• _TASK DESCRIPTION_: Some lines in the entries contain the word "symbols". Copy all of them.

• _SUPPLIED ENTRIES_:
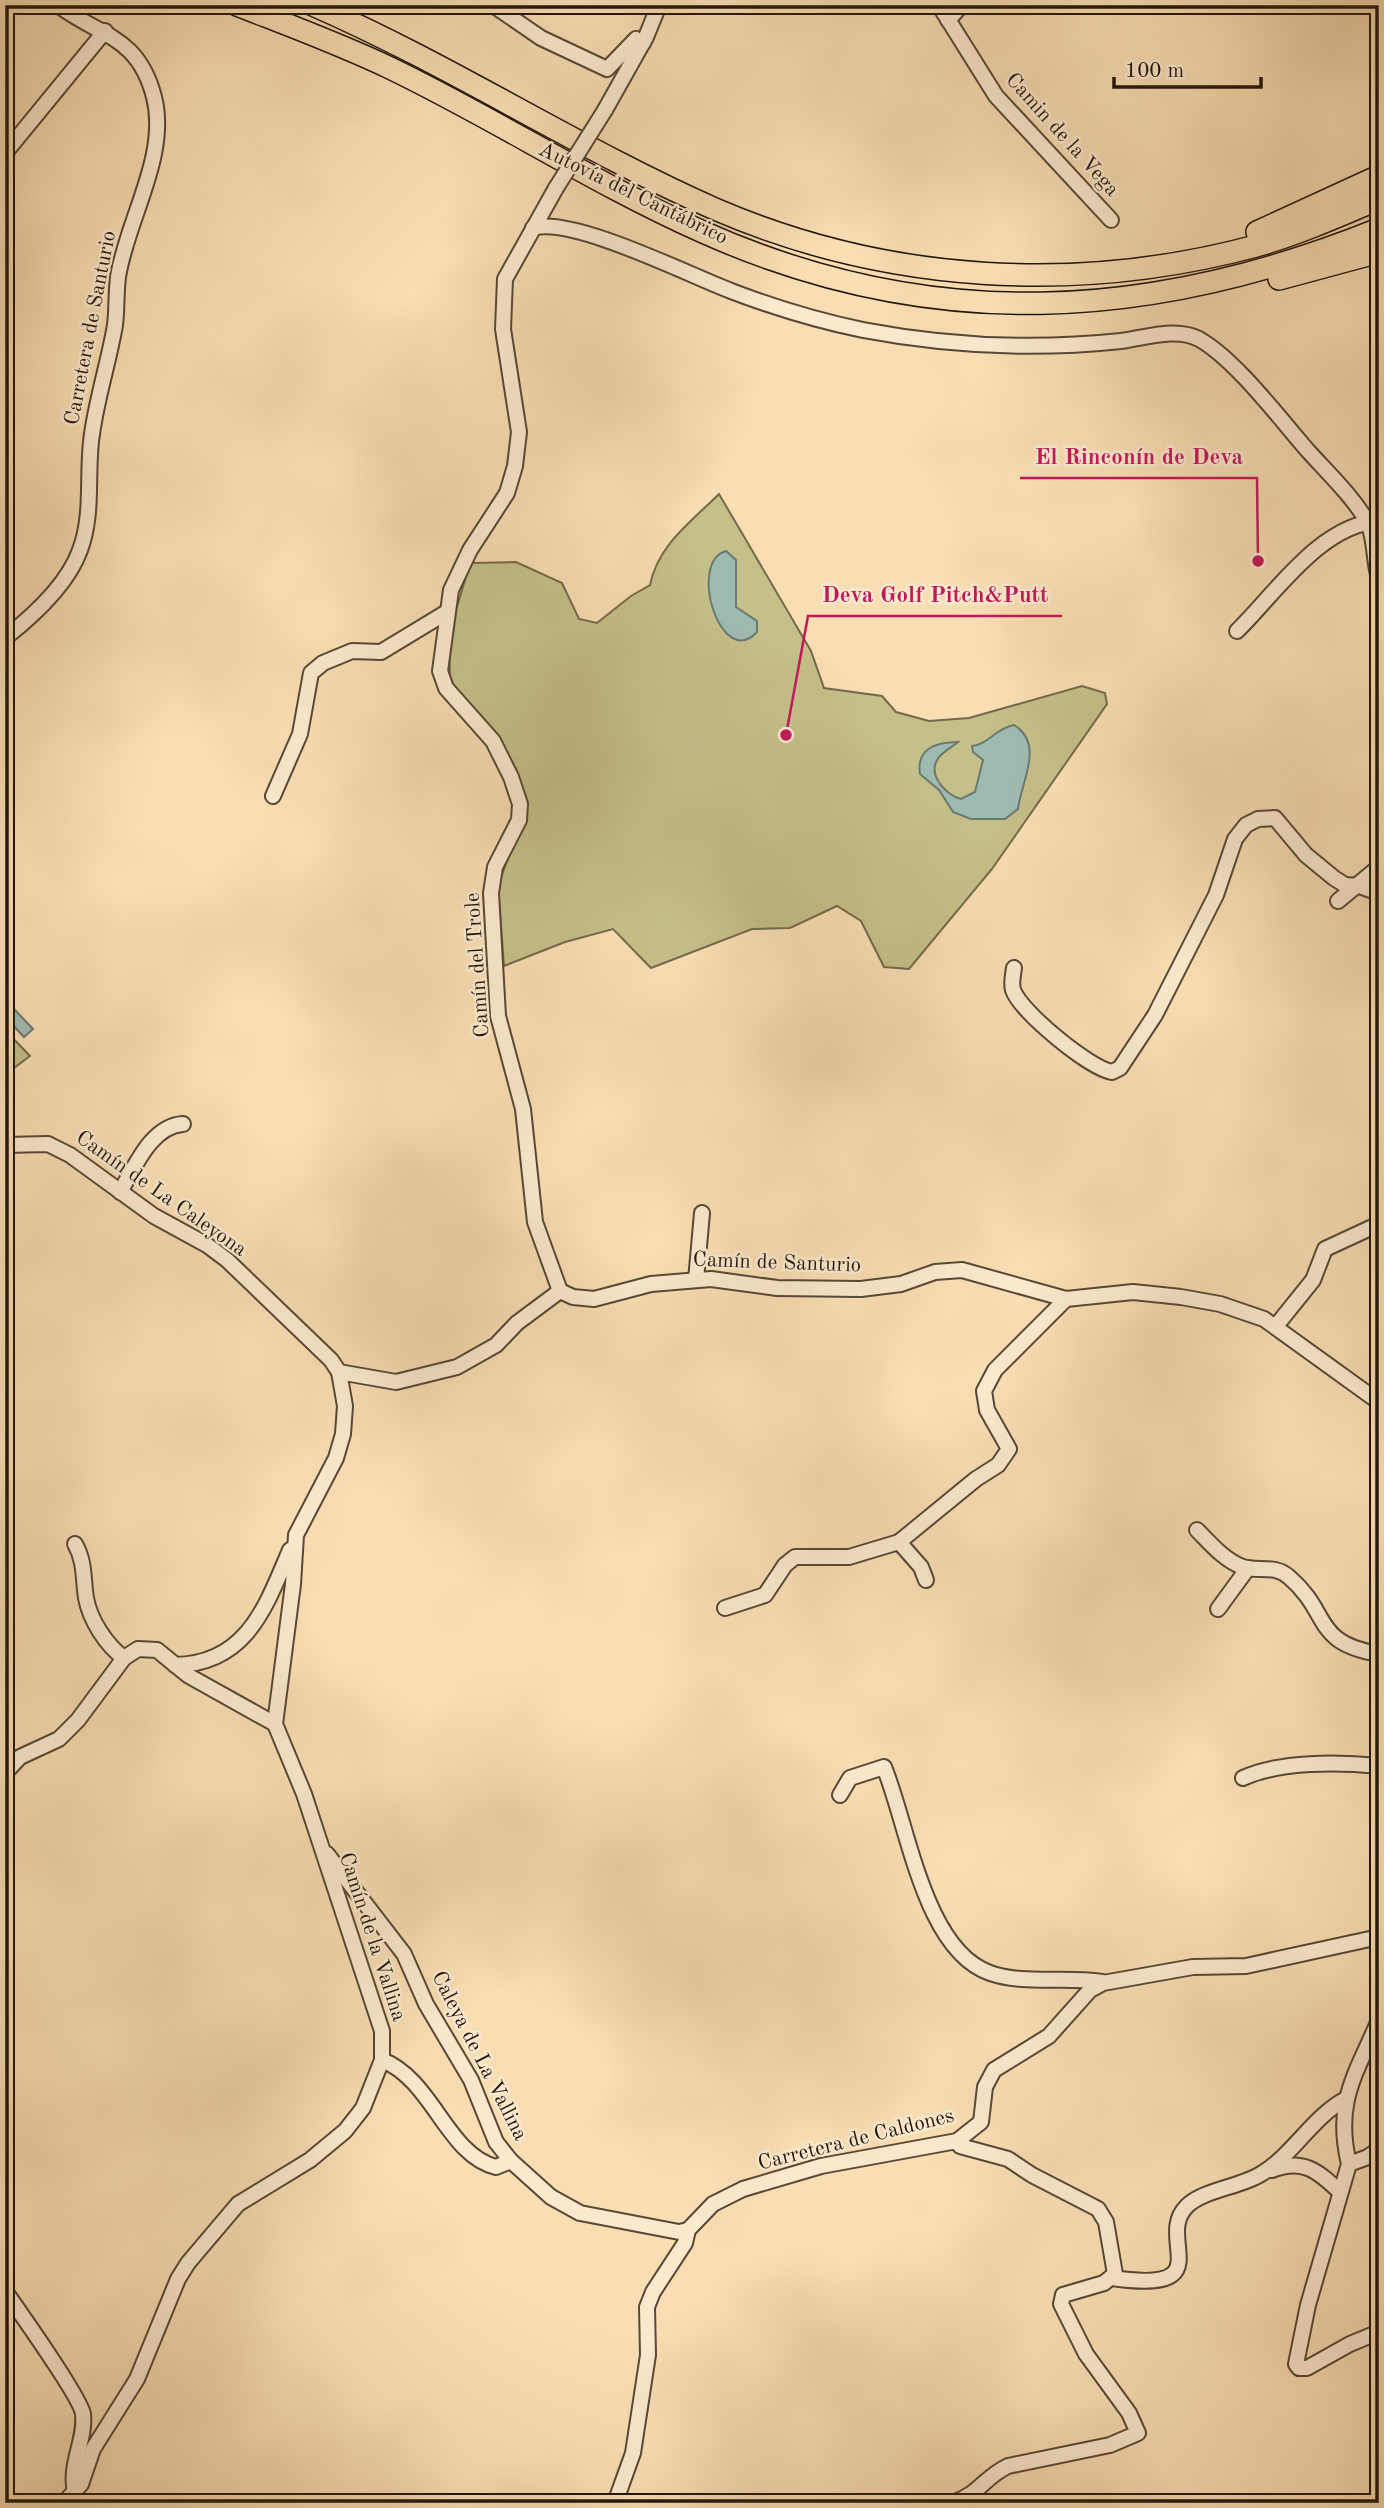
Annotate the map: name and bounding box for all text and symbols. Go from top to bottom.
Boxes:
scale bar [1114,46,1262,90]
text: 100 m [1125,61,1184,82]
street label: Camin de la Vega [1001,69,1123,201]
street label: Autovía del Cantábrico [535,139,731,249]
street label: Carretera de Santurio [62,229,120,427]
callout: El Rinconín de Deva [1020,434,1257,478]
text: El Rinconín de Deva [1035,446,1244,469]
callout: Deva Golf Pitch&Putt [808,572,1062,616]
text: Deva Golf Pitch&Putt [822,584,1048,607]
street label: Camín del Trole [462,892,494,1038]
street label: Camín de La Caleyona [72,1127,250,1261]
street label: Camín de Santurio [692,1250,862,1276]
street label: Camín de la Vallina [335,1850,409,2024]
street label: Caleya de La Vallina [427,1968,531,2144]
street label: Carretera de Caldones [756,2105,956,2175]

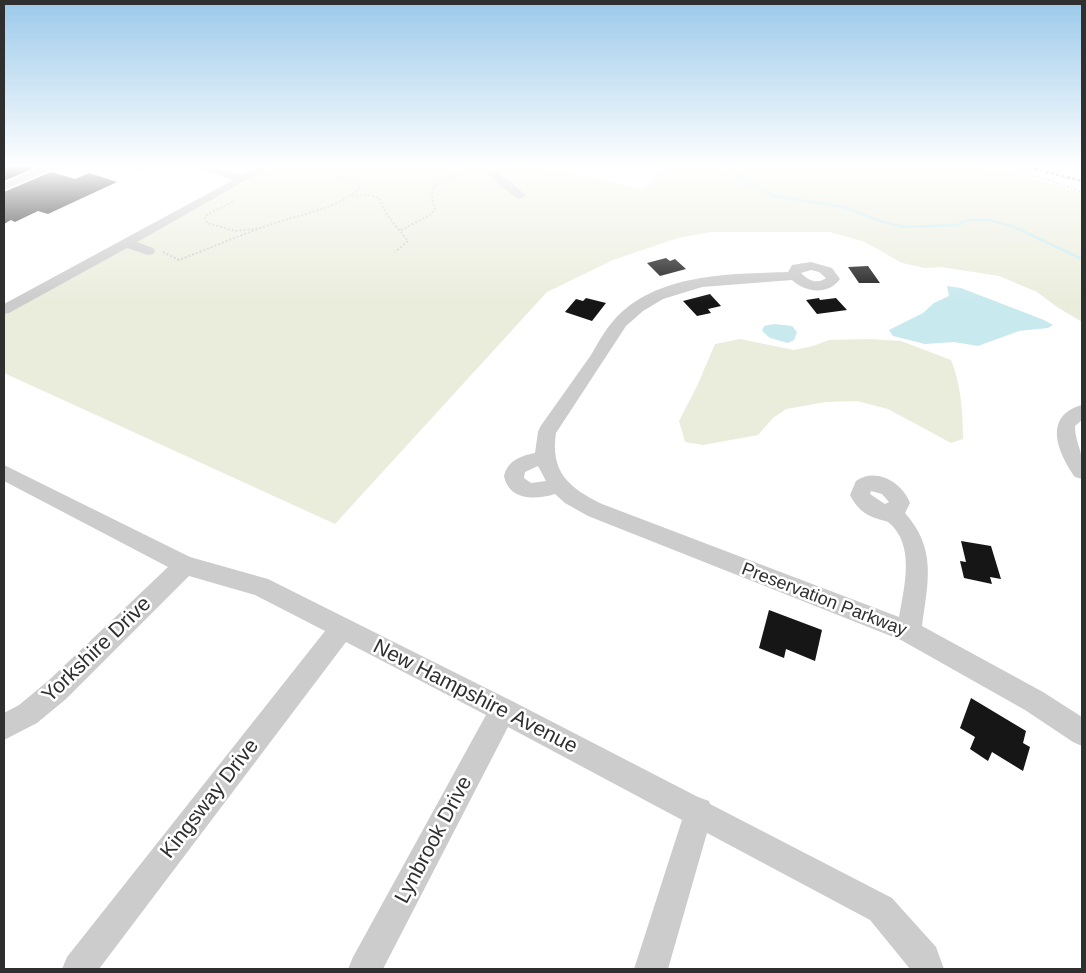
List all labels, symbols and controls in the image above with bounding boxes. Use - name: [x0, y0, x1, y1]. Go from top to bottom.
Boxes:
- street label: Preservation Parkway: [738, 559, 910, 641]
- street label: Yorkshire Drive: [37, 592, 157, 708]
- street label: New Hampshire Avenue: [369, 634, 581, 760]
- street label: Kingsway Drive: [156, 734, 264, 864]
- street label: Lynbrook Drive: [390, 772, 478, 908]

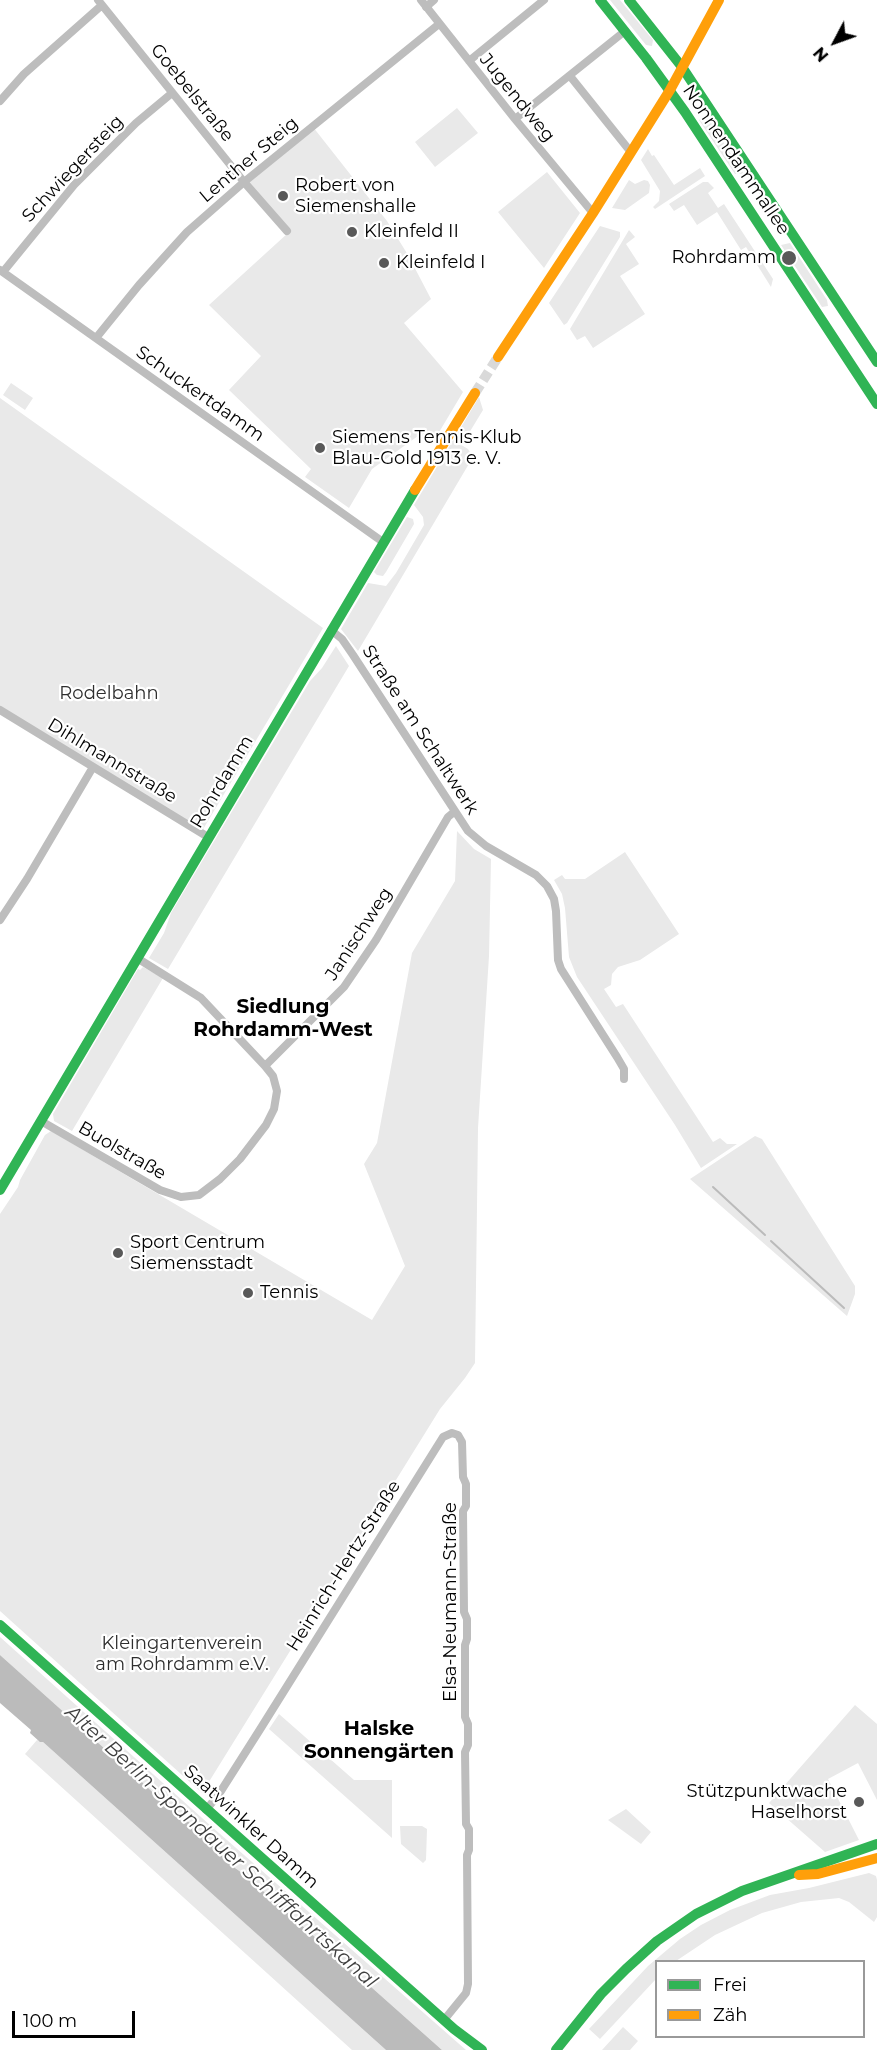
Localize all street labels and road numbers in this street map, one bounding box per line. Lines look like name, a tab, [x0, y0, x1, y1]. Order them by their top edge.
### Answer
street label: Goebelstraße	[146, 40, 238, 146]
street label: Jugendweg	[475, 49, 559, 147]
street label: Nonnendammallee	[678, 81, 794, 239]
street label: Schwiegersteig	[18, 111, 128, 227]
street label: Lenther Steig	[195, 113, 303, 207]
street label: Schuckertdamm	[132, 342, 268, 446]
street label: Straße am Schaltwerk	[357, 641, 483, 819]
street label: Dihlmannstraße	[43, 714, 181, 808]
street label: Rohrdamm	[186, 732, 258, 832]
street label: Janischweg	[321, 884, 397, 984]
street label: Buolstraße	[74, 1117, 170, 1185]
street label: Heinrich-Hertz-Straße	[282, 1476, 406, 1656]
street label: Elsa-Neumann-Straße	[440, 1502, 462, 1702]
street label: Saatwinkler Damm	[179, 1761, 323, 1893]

• _ANSWER AREA_:
Annotate the map: name and bounding box for all text and symbols. Go from top to bottom.
List all labels, symbols and controls in the image above with bounding boxes. Use - name: [x0, y0, x1, y1]. Go from top to bottom.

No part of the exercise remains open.